Stored data:
----------------------------------------
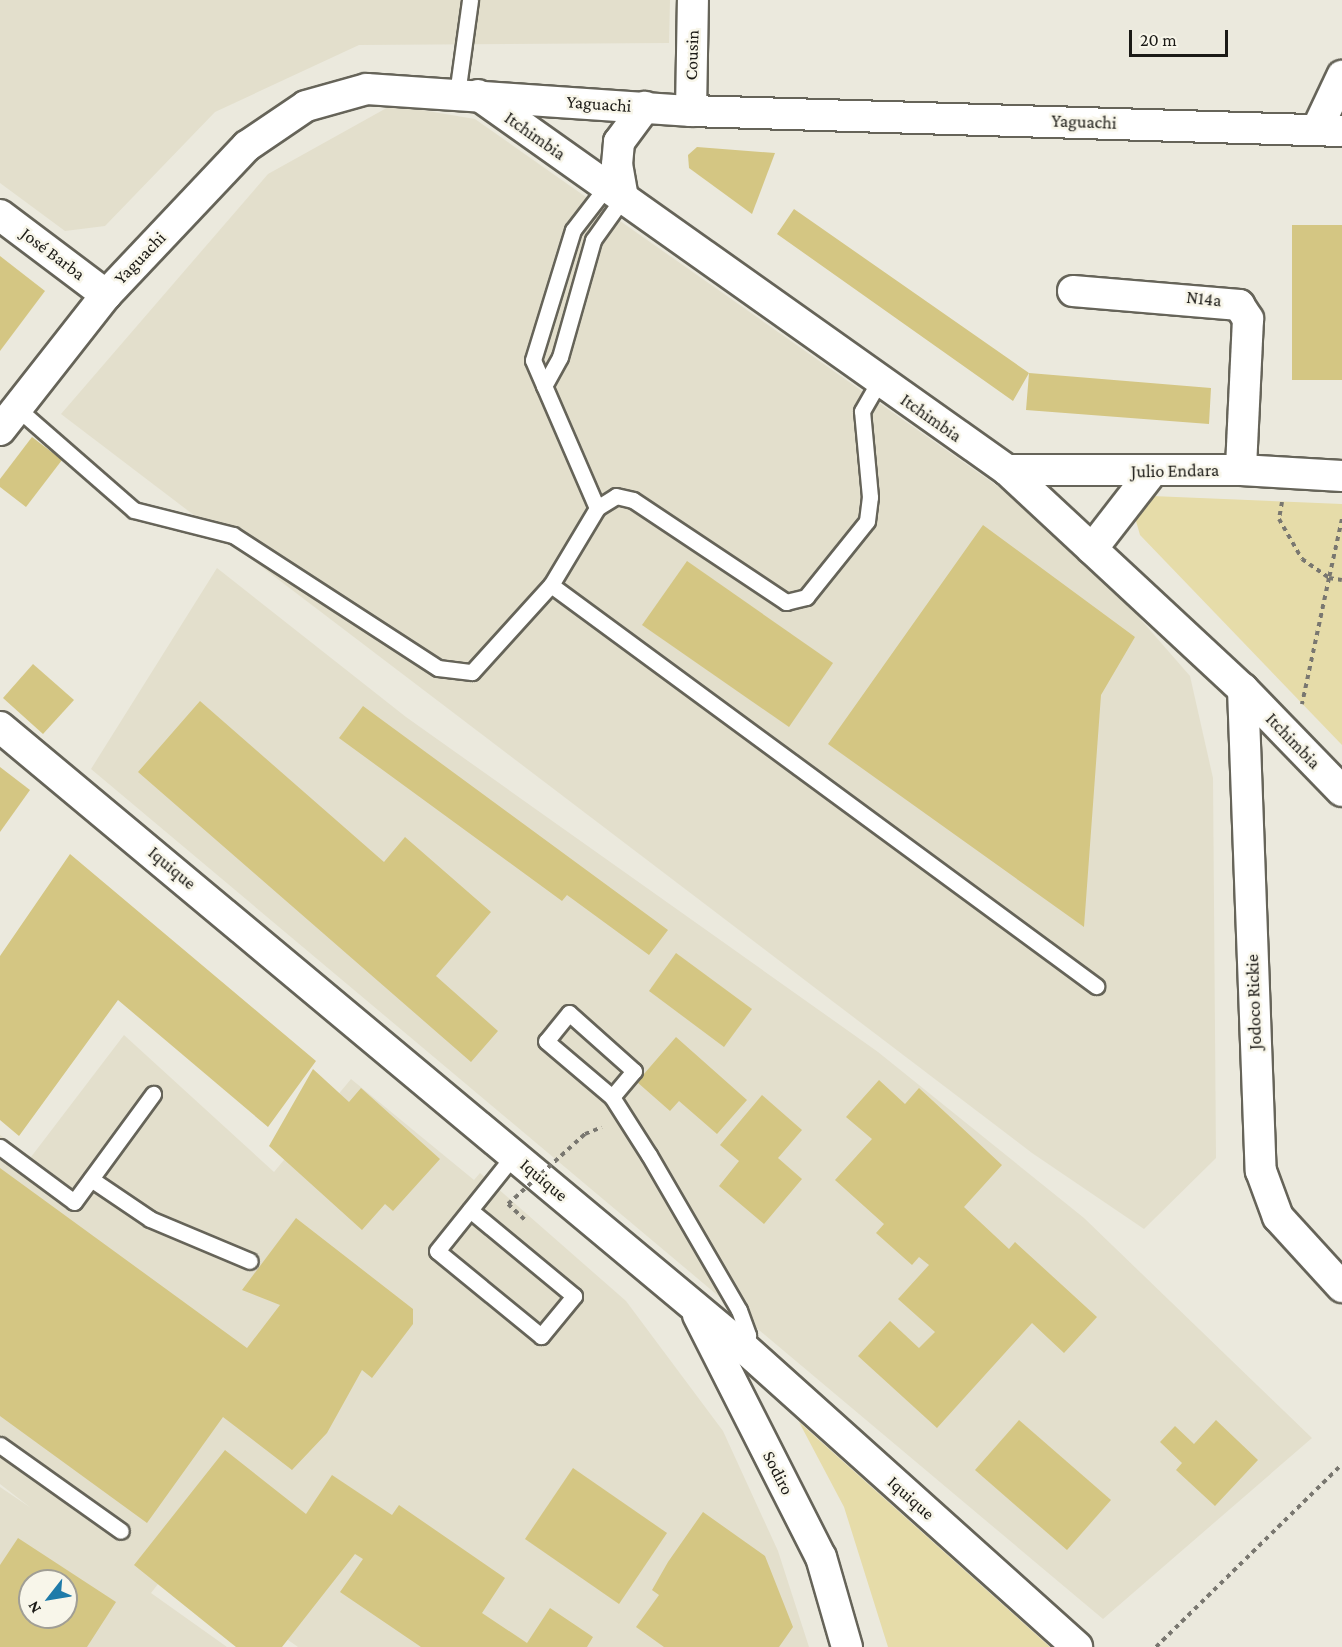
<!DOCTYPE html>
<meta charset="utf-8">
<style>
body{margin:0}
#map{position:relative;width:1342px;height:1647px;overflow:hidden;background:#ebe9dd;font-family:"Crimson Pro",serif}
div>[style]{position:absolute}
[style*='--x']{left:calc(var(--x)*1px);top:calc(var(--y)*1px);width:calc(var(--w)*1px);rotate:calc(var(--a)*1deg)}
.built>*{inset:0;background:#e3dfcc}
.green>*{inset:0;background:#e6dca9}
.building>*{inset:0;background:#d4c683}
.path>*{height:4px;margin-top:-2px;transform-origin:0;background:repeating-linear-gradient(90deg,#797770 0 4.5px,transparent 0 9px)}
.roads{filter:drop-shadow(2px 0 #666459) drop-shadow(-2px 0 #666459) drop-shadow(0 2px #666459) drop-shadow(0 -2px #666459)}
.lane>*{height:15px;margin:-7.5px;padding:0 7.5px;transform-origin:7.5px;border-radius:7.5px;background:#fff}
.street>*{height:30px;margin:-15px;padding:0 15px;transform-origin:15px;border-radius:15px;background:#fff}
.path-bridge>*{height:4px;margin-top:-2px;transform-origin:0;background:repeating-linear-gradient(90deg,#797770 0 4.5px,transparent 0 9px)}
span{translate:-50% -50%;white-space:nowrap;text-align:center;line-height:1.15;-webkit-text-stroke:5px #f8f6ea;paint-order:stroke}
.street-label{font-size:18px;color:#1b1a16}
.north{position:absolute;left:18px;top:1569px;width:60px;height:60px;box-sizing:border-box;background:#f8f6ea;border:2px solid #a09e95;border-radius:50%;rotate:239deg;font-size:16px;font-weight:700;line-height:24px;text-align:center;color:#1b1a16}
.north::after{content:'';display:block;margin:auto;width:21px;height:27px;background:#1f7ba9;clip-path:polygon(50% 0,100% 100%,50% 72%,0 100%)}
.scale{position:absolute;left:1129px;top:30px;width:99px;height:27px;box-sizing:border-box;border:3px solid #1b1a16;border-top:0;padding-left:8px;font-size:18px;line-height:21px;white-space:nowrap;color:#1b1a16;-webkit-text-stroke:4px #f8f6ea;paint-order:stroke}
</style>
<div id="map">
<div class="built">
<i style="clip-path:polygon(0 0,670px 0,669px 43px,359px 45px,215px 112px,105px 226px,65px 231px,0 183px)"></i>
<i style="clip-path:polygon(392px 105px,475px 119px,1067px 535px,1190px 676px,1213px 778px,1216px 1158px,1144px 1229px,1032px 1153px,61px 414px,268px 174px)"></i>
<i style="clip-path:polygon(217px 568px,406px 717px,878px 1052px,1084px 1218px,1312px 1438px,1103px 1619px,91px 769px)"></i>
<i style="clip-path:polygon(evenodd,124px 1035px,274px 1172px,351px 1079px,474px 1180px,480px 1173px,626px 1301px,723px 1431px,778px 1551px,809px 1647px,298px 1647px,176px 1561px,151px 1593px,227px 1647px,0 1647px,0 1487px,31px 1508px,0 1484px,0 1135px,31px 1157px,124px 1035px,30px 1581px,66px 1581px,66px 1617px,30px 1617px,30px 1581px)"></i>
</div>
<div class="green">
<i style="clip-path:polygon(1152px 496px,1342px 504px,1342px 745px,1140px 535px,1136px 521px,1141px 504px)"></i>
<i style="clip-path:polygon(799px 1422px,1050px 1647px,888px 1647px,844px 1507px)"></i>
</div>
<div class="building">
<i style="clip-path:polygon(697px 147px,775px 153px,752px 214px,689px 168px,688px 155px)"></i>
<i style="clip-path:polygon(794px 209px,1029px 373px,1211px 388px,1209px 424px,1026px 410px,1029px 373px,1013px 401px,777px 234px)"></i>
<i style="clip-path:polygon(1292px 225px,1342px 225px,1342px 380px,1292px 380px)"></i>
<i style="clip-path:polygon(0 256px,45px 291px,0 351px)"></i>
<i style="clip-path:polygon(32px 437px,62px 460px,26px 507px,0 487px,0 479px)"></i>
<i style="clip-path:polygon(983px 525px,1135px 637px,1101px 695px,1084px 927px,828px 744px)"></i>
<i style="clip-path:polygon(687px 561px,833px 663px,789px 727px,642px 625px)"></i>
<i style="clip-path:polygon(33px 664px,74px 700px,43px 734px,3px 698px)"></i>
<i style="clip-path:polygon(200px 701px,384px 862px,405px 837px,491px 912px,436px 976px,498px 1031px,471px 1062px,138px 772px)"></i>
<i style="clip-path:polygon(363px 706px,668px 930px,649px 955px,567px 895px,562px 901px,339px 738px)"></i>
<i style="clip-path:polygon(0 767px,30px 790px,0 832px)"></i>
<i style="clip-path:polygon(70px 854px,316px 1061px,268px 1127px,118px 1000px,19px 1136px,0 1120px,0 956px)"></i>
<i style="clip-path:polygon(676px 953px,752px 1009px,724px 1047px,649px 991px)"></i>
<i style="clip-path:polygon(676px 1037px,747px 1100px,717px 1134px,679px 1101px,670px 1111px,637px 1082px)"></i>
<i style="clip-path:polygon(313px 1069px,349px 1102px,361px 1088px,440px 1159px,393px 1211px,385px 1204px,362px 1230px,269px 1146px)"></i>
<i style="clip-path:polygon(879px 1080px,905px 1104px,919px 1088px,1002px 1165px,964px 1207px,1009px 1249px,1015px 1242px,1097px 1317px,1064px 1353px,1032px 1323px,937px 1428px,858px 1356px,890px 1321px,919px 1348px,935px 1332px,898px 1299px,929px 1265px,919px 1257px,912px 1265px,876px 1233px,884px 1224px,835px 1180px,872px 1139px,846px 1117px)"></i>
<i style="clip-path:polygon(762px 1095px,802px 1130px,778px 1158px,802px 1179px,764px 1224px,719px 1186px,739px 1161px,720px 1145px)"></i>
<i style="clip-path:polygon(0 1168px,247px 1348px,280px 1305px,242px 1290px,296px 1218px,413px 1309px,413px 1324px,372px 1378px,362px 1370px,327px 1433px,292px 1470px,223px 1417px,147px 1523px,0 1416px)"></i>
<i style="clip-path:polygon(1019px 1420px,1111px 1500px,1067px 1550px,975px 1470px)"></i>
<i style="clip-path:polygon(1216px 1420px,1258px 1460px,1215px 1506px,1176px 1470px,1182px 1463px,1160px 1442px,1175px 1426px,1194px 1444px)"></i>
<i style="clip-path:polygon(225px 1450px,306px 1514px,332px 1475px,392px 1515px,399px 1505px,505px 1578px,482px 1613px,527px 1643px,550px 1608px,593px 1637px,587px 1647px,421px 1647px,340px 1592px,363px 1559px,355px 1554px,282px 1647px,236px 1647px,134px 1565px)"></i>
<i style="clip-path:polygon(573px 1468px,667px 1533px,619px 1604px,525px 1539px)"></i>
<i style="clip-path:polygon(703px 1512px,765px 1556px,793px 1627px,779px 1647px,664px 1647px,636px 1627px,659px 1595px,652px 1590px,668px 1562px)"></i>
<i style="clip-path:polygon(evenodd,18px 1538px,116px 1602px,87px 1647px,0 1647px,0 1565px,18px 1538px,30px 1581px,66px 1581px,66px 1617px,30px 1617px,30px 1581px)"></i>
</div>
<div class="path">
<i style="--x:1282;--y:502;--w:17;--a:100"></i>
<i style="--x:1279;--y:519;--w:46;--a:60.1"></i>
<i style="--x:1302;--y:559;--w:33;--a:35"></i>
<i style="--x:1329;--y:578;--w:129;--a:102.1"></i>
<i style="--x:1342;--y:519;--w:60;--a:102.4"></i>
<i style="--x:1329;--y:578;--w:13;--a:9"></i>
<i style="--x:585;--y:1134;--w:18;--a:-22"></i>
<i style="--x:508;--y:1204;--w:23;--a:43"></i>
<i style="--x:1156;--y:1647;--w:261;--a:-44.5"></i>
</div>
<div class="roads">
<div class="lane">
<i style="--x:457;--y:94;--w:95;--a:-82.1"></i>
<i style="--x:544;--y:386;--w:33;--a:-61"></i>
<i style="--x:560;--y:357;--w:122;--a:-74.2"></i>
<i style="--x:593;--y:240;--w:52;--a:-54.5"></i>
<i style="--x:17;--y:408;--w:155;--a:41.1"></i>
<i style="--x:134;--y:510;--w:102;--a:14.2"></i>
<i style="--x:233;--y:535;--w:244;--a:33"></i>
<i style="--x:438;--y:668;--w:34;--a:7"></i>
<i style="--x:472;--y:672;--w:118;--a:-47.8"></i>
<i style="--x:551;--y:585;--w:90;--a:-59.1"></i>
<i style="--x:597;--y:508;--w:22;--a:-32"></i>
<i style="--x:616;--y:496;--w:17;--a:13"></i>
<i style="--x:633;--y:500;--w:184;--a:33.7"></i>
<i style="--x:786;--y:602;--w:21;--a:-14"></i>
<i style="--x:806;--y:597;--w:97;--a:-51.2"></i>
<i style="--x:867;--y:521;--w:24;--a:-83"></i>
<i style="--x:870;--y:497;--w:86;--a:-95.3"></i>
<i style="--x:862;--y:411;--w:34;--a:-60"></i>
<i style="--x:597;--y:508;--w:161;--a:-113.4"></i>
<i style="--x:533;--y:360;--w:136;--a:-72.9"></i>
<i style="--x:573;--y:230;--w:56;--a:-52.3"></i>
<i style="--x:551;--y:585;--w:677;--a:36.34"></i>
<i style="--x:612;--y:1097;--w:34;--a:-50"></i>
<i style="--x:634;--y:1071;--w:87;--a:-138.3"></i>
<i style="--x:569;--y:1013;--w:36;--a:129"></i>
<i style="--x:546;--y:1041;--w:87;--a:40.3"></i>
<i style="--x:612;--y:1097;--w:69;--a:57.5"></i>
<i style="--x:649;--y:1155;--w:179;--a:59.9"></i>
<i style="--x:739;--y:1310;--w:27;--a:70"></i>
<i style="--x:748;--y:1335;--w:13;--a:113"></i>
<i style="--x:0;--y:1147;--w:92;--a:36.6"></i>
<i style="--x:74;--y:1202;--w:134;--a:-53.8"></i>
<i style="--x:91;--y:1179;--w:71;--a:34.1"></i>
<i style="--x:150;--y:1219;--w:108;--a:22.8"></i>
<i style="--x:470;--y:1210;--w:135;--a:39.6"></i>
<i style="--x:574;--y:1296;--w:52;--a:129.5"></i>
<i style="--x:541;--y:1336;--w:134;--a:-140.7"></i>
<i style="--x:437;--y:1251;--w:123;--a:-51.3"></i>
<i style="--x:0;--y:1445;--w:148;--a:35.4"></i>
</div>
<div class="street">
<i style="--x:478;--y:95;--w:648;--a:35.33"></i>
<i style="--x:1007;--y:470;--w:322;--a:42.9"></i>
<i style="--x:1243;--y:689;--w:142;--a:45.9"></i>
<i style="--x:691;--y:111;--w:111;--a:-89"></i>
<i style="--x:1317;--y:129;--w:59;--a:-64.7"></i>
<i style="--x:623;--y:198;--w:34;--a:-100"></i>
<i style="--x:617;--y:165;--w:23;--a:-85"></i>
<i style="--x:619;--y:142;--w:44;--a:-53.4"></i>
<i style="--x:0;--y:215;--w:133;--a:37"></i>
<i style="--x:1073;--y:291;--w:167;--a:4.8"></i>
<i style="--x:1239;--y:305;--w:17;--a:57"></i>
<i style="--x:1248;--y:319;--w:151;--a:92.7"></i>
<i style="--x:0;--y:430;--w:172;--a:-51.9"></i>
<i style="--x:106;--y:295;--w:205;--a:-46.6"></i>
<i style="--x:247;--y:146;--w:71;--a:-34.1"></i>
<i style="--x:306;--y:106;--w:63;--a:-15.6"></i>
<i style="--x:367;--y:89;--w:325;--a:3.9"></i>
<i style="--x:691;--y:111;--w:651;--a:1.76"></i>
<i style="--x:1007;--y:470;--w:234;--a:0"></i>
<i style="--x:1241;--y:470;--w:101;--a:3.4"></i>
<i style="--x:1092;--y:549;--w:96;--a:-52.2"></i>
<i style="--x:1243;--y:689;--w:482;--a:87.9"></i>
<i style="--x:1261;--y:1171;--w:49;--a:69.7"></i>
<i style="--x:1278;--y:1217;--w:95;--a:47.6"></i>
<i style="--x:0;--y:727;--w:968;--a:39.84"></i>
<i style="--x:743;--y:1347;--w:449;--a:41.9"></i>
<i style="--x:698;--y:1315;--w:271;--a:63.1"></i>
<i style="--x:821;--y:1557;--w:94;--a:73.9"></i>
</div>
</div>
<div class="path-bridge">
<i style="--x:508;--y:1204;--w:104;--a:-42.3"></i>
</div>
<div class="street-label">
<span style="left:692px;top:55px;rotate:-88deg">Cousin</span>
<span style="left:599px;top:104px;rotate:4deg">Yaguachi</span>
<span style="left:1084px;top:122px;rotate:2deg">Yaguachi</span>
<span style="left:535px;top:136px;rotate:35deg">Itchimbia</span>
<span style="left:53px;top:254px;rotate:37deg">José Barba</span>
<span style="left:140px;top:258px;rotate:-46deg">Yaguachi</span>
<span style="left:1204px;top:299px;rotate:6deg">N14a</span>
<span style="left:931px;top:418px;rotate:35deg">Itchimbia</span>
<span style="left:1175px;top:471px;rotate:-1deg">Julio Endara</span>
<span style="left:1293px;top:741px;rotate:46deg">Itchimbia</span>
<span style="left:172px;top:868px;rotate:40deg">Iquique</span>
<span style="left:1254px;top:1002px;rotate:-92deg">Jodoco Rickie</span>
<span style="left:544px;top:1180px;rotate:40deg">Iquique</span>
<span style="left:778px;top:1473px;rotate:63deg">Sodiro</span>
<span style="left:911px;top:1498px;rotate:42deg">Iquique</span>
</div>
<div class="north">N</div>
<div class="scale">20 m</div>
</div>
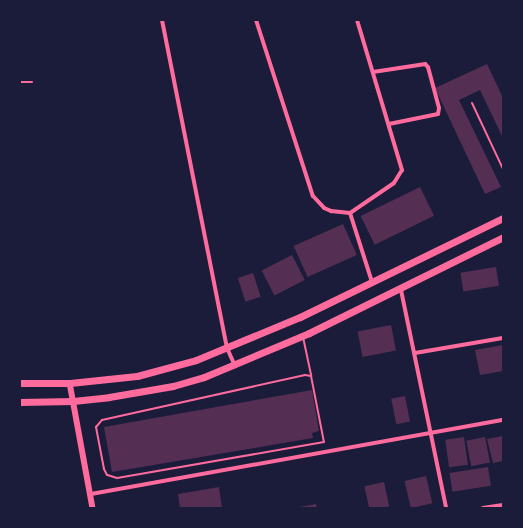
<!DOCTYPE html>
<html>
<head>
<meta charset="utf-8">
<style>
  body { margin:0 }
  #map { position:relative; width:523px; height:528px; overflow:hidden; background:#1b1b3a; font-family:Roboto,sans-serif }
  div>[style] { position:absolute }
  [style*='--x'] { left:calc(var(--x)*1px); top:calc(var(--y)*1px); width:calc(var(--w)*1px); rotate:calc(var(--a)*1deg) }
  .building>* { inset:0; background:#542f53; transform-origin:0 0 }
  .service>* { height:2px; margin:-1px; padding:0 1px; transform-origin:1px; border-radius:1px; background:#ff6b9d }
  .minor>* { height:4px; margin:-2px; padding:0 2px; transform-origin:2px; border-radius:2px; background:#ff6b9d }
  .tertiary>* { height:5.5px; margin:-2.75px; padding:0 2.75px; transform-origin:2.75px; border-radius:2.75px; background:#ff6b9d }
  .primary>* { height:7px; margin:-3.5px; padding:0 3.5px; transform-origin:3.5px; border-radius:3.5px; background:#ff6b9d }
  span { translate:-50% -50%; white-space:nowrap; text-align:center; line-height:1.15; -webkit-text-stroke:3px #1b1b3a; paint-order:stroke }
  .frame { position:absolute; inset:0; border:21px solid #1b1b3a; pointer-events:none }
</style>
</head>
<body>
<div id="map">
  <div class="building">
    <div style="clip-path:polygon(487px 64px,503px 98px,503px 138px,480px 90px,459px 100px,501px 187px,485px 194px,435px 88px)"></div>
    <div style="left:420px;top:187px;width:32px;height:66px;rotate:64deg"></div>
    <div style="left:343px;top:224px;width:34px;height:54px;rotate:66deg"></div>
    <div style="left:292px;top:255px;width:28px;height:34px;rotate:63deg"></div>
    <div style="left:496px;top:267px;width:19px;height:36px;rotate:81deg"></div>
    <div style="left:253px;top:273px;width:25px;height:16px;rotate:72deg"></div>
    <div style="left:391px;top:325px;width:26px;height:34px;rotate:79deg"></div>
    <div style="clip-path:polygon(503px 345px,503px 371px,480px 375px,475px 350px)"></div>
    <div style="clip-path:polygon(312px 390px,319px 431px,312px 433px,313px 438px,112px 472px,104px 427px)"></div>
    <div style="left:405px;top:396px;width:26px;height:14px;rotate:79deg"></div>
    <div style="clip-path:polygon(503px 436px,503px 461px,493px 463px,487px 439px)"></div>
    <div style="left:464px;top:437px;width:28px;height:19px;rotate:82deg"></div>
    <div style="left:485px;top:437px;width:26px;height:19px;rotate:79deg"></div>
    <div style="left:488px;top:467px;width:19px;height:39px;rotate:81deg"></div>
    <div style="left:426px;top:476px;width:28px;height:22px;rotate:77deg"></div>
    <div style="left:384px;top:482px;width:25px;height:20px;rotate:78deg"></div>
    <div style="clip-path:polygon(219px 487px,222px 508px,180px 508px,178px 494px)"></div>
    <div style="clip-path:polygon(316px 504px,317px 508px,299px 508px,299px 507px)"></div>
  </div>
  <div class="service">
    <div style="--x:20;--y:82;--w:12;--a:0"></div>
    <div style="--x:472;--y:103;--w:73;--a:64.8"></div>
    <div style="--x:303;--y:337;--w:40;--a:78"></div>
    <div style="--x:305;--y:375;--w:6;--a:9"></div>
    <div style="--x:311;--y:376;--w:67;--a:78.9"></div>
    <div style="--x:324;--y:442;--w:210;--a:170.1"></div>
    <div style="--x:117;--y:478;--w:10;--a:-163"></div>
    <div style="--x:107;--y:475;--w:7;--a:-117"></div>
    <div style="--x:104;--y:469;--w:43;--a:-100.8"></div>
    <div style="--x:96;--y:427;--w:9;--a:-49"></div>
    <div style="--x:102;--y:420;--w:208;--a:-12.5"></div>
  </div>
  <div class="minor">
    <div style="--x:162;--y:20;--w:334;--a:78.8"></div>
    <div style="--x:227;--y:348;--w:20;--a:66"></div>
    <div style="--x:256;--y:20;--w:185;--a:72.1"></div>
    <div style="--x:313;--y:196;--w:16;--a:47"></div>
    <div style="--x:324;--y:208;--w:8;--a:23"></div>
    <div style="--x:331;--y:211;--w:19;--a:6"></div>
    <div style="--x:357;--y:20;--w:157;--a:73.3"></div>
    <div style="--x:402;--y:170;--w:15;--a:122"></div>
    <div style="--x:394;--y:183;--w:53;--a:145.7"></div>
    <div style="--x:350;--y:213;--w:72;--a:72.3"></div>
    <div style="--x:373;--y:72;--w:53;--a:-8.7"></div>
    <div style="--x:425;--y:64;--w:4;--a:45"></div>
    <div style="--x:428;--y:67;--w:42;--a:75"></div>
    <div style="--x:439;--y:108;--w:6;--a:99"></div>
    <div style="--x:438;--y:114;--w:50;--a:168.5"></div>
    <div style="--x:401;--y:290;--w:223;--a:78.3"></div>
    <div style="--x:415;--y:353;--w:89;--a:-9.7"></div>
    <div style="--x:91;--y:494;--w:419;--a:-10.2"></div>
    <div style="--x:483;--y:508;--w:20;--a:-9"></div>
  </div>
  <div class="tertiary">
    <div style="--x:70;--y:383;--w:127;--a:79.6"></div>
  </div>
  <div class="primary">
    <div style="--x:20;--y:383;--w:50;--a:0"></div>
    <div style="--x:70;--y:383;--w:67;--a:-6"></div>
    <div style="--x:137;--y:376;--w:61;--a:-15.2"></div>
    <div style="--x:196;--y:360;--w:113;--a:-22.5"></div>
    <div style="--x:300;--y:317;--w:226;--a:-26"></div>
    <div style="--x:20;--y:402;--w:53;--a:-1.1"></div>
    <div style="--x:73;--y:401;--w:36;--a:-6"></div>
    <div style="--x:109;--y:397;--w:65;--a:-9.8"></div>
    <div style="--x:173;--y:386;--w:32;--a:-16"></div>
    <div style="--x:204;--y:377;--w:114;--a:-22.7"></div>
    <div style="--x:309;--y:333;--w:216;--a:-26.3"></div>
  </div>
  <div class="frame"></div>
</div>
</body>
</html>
----------------------------------------
Problem details » Please say how many lines of the records contain the word "lane", giving the number by itself.

Reply to the exercise » 2